Activity: Output an exact reproduction of the data.
─── Supplied information ───
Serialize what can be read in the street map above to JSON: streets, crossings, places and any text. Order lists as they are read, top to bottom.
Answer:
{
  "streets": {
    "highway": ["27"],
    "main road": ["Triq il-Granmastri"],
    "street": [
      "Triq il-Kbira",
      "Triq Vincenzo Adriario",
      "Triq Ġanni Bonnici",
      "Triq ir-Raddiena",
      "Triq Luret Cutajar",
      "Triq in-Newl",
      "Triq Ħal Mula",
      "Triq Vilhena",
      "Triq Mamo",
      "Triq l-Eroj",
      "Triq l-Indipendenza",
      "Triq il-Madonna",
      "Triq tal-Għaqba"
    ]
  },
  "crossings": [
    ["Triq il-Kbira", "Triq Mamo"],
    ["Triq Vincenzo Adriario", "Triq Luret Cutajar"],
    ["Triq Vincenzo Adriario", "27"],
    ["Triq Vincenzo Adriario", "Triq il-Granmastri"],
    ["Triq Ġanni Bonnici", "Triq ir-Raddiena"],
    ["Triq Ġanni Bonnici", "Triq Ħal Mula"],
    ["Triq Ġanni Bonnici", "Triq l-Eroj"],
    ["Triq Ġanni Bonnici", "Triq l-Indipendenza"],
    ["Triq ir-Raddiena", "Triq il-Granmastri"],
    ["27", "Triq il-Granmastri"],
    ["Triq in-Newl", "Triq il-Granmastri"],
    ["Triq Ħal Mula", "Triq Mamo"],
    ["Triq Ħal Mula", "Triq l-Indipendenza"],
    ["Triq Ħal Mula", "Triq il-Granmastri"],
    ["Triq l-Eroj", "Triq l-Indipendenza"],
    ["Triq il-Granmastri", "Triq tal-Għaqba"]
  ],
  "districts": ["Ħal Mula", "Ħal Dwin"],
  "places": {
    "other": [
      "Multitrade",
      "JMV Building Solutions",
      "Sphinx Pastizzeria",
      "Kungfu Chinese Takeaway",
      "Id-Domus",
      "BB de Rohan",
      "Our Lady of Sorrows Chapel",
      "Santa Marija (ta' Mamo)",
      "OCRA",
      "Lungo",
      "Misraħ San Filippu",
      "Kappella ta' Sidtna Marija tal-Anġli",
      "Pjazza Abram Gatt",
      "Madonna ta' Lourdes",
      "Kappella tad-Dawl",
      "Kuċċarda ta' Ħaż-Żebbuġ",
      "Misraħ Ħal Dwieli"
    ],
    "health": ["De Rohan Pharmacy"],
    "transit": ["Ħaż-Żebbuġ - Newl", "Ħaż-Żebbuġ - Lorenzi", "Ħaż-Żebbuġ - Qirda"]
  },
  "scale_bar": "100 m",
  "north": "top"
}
───
Written response:
Serialize what can be read in the street map above to JSON: streets, crossings, places and any text. Order lists as they are read, top to bottom.
Answer:
{
  "streets": {
    "highway": ["27"],
    "main road": ["Triq il-Granmastri"],
    "street": [
      "Triq il-Kbira",
      "Triq Vincenzo Adriario",
      "Triq Ġanni Bonnici",
      "Triq ir-Raddiena",
      "Triq Luret Cutajar",
      "Triq in-Newl",
      "Triq Ħal Mula",
      "Triq Vilhena",
      "Triq Mamo",
      "Triq l-Eroj",
      "Triq l-Indipendenza",
      "Triq il-Madonna",
      "Triq tal-Għaqba"
    ]
  },
  "crossings": [
    ["Triq il-Kbira", "Triq Mamo"],
    ["Triq Vincenzo Adriario", "Triq Luret Cutajar"],
    ["Triq Vincenzo Adriario", "27"],
    ["Triq Vincenzo Adriario", "Triq il-Granmastri"],
    ["Triq Ġanni Bonnici", "Triq ir-Raddiena"],
    ["Triq Ġanni Bonnici", "Triq Ħal Mula"],
    ["Triq Ġanni Bonnici", "Triq l-Eroj"],
    ["Triq Ġanni Bonnici", "Triq l-Indipendenza"],
    ["Triq ir-Raddiena", "Triq il-Granmastri"],
    ["27", "Triq il-Granmastri"],
    ["Triq in-Newl", "Triq il-Granmastri"],
    ["Triq Ħal Mula", "Triq Mamo"],
    ["Triq Ħal Mula", "Triq l-Indipendenza"],
    ["Triq Ħal Mula", "Triq il-Granmastri"],
    ["Triq l-Eroj", "Triq l-Indipendenza"],
    ["Triq il-Granmastri", "Triq tal-Għaqba"]
  ],
  "districts": ["Ħal Mula", "Ħal Dwin"],
  "places": {
    "other": [
      "Multitrade",
      "JMV Building Solutions",
      "Sphinx Pastizzeria",
      "Kungfu Chinese Takeaway",
      "Id-Domus",
      "BB de Rohan",
      "Our Lady of Sorrows Chapel",
      "Santa Marija (ta' Mamo)",
      "OCRA",
      "Lungo",
      "Misraħ San Filippu",
      "Kappella ta' Sidtna Marija tal-Anġli",
      "Pjazza Abram Gatt",
      "Madonna ta' Lourdes",
      "Kappella tad-Dawl",
      "Kuċċarda ta' Ħaż-Żebbuġ",
      "Misraħ Ħal Dwieli"
    ],
    "health": ["De Rohan Pharmacy"],
    "transit": ["Ħaż-Żebbuġ - Newl", "Ħaż-Żebbuġ - Lorenzi", "Ħaż-Żebbuġ - Qirda"]
  },
  "scale_bar": "100 m",
  "north": "top"
}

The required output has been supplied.